Spiritual Suicide 2

For if we died with Him, we shall also live with Him; 2 Tim 2:11

Spiritual Suicide 2

Died With Him – So now you know that death comes before life, not after it.  Now you know that this death must be voluntary and deliberate.  What you also need to know is that this Greek verb here is in the aorist tense.  This means that it a finished act in the past.  This is not the “dying daily” act of submission that comes with a resurrected life of continual repentance and obedience.  This is the one-time in the tomb before the glorious resurrection power of God saturates your life.  This is what most Christians call “born again.”  Of course, it is really “death first, then born again.”

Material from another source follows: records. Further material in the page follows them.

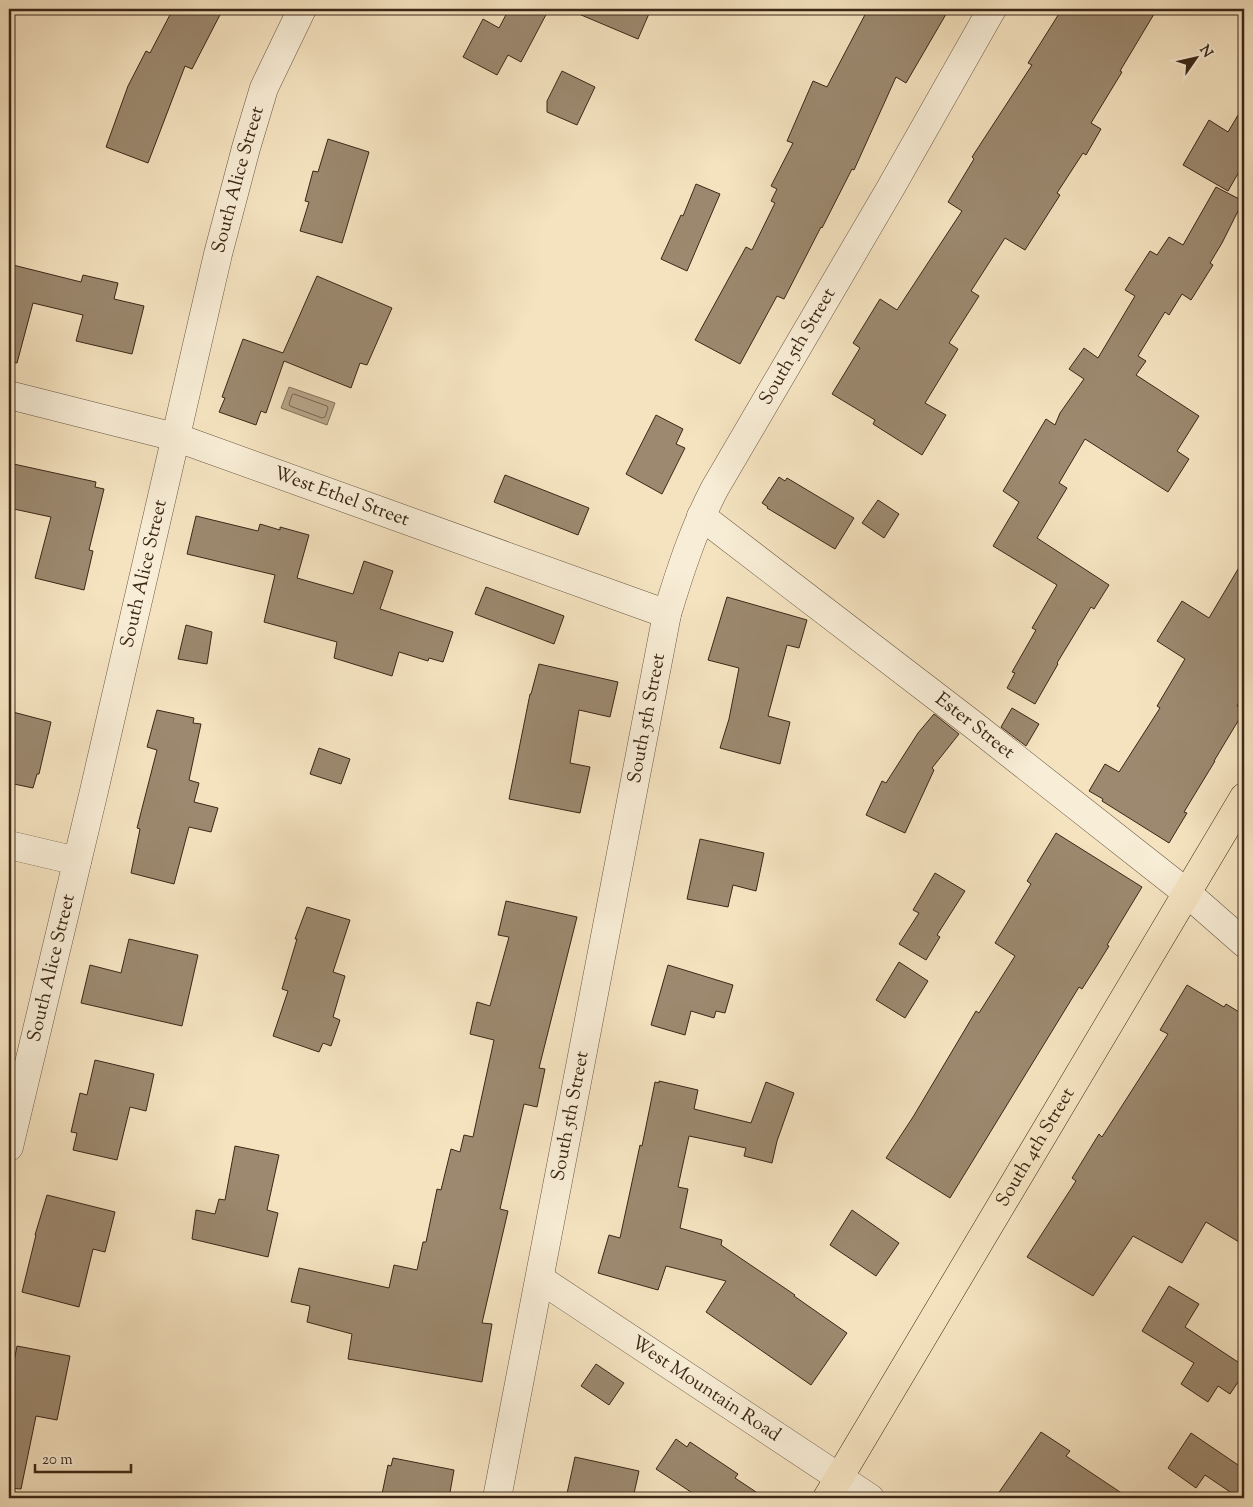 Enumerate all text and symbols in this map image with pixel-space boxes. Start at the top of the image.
north arrow [1170,32,1220,82]
text: N [1194,42,1217,62]
street label: South Alice Street [205,103,271,256]
street label: South 5th Street [753,283,843,410]
street label: West Ethel Street [270,460,413,534]
street label: South Alice Street [114,497,174,650]
street label: South 5th Street [621,651,673,786]
street label: Ester Street [929,686,1021,766]
street label: South Alice Street [21,891,83,1045]
street label: South 5th Street [545,1048,596,1183]
street label: South 4th Street [990,1082,1082,1212]
street label: West Mountain Road [626,1330,786,1449]
scale bar [35,1442,131,1474]
text: 20 m [42,1450,73,1471] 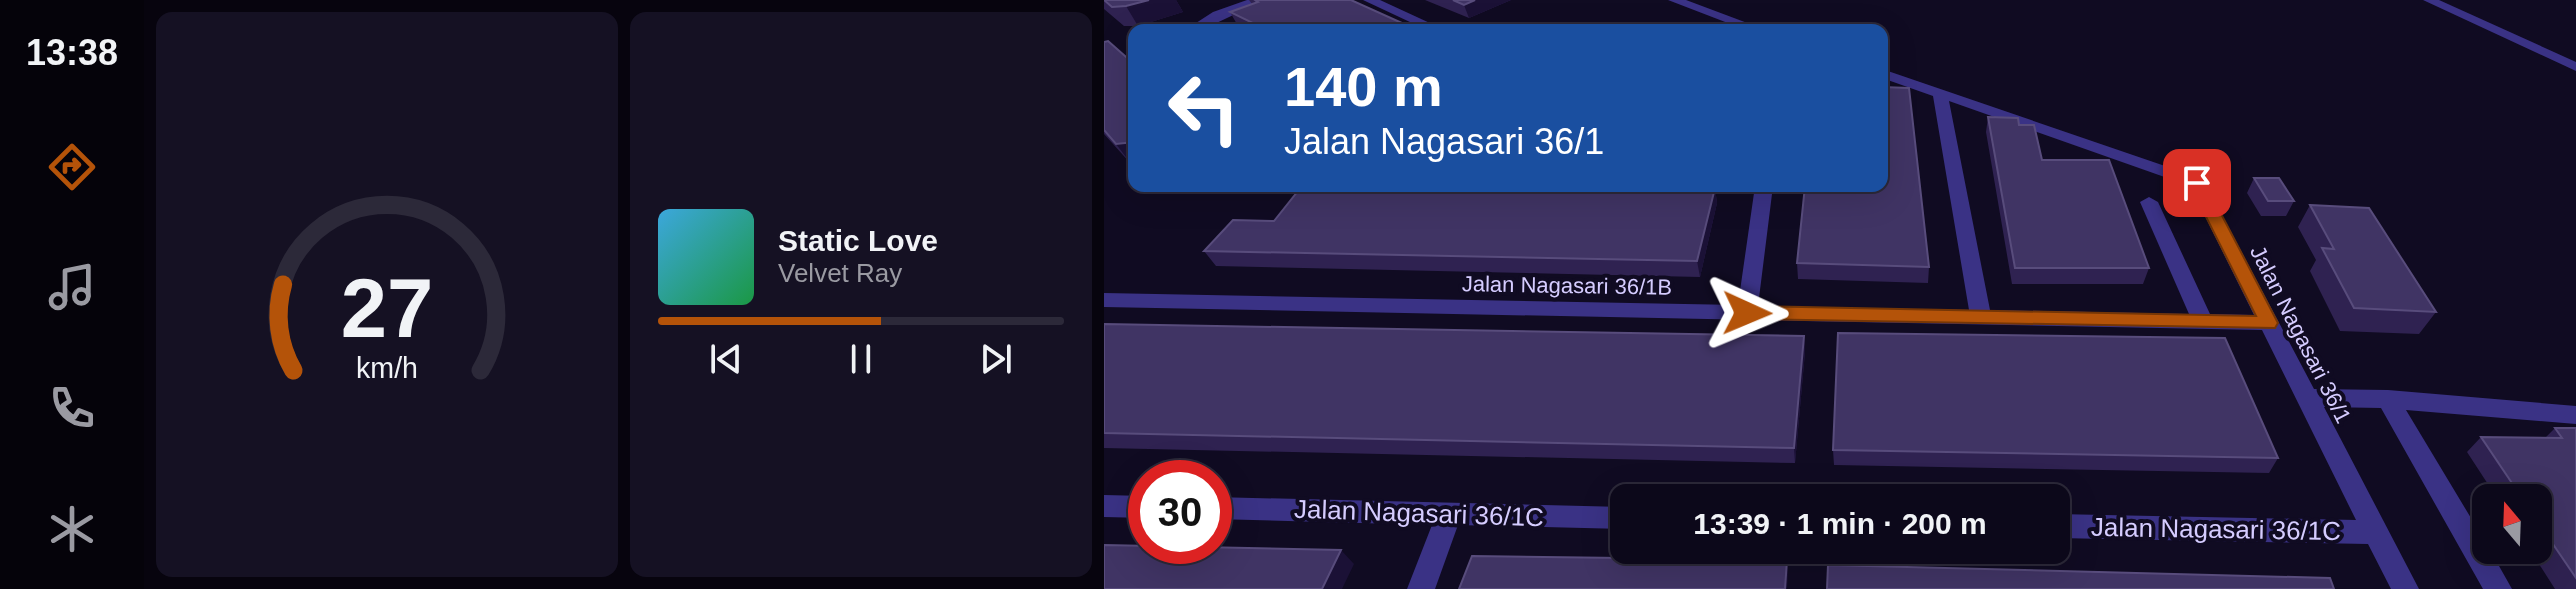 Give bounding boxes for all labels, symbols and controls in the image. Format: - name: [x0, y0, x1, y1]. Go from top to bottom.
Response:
- text: 13:38: [26, 32, 118, 73]
- text: 140 m: [1284, 55, 1443, 118]
- icon: left: [1152, 56, 1256, 160]
- text: Jalan Nagasari 36/1: [1284, 121, 1604, 162]
- icon: directions: [44, 139, 100, 195]
- pin: [2163, 149, 2231, 217]
- icon: arrive: [2175, 161, 2219, 205]
- text: Static Love: [778, 224, 938, 257]
- street label: Jalan Nagasari 36/1: [2245, 241, 2356, 427]
- text: Velvet Ray: [778, 258, 902, 288]
- icon: music: [44, 259, 100, 315]
- text: 27: [341, 261, 433, 354]
- street label: Jalan Nagasari 36/1B: [1462, 271, 1672, 300]
- position arrow: [1705, 271, 1789, 355]
- icon: previous: [704, 337, 748, 381]
- icon: pause: [839, 337, 883, 381]
- icon: next: [974, 337, 1018, 381]
- text: km/h: [356, 352, 418, 384]
- icon: phone: [44, 380, 100, 436]
- speed limit sign: 30: [1128, 460, 1232, 564]
- north arrow: [2472, 484, 2552, 564]
- map controls: [2472, 484, 2552, 564]
- street label: Jalan Nagasari 36/1C: [1294, 494, 1544, 532]
- icon: climate: [44, 501, 100, 557]
- text: 13:39 · 1 min · 200 m: [1693, 507, 1987, 540]
- street label: Jalan Nagasari 36/1C: [2091, 512, 2341, 546]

Why is it important that the Greek verb is about a completed action in the past?  Because Paul wants Timothy (and all the rest of us) to know that there is a point in my life when I enter into the tomb, when I count myself among the dead, before God lifts me up.  That point settles the issue of my willingness to let go of what I think life should be.  The moment I enter the grave, I put aside all the measurements of success and achievement that the world holds dear.  At the same time, I die to my own internal call to have it my way.  That old body, so subject to all the world’s pressures and  temptations, has to stay in the grave and rot away.  This deliberate act of identification with Jesus is the pivotal decision of my life, because without it I will simply proceed along the path of the walking dead until my true state becomes a reality.

God promises that if I die with Jesus, I will also rise with Jesus.  This is a guaranteed conditional statement.  If I die, then I rise.  Pay close attention.  The preposition “with” is critical.  If I die with Him, then I will rise with Him.  I don’t do this independently.  It’s not Zen.  Unless Jesus is with me in the grave, I won’t rise.  Unless Jesus is with me when I rise, I won’t live.

I die once.  No man enters the grave time and time again.  The rest of my experience with God is really just working out of my death in the context of the world.  The day-to-day struggle and victory is just the process of extending my one-time death to every part of my animated existence.  Death is not the end.  It is the beginning.  Death starts a transforming process that goes on to eternity.

Most of us have it backwards.  We think death in the end point of life.  We need to turn our heads upside-down.  Death is the beginning.  In fact, this paradox is true for every spiritual struggle with sin.  Death is the way out.  Death is the answer, not life.  The more I try to fight my way through to life, the less I am able to succeed.  The answer is not to hang on to living.  The answer is to die – to repeat in daily actions what I did on that most important day in the past when I entered into the grave with my Master.  If I die, then I rise.  It’s a good motto.  Try it and see.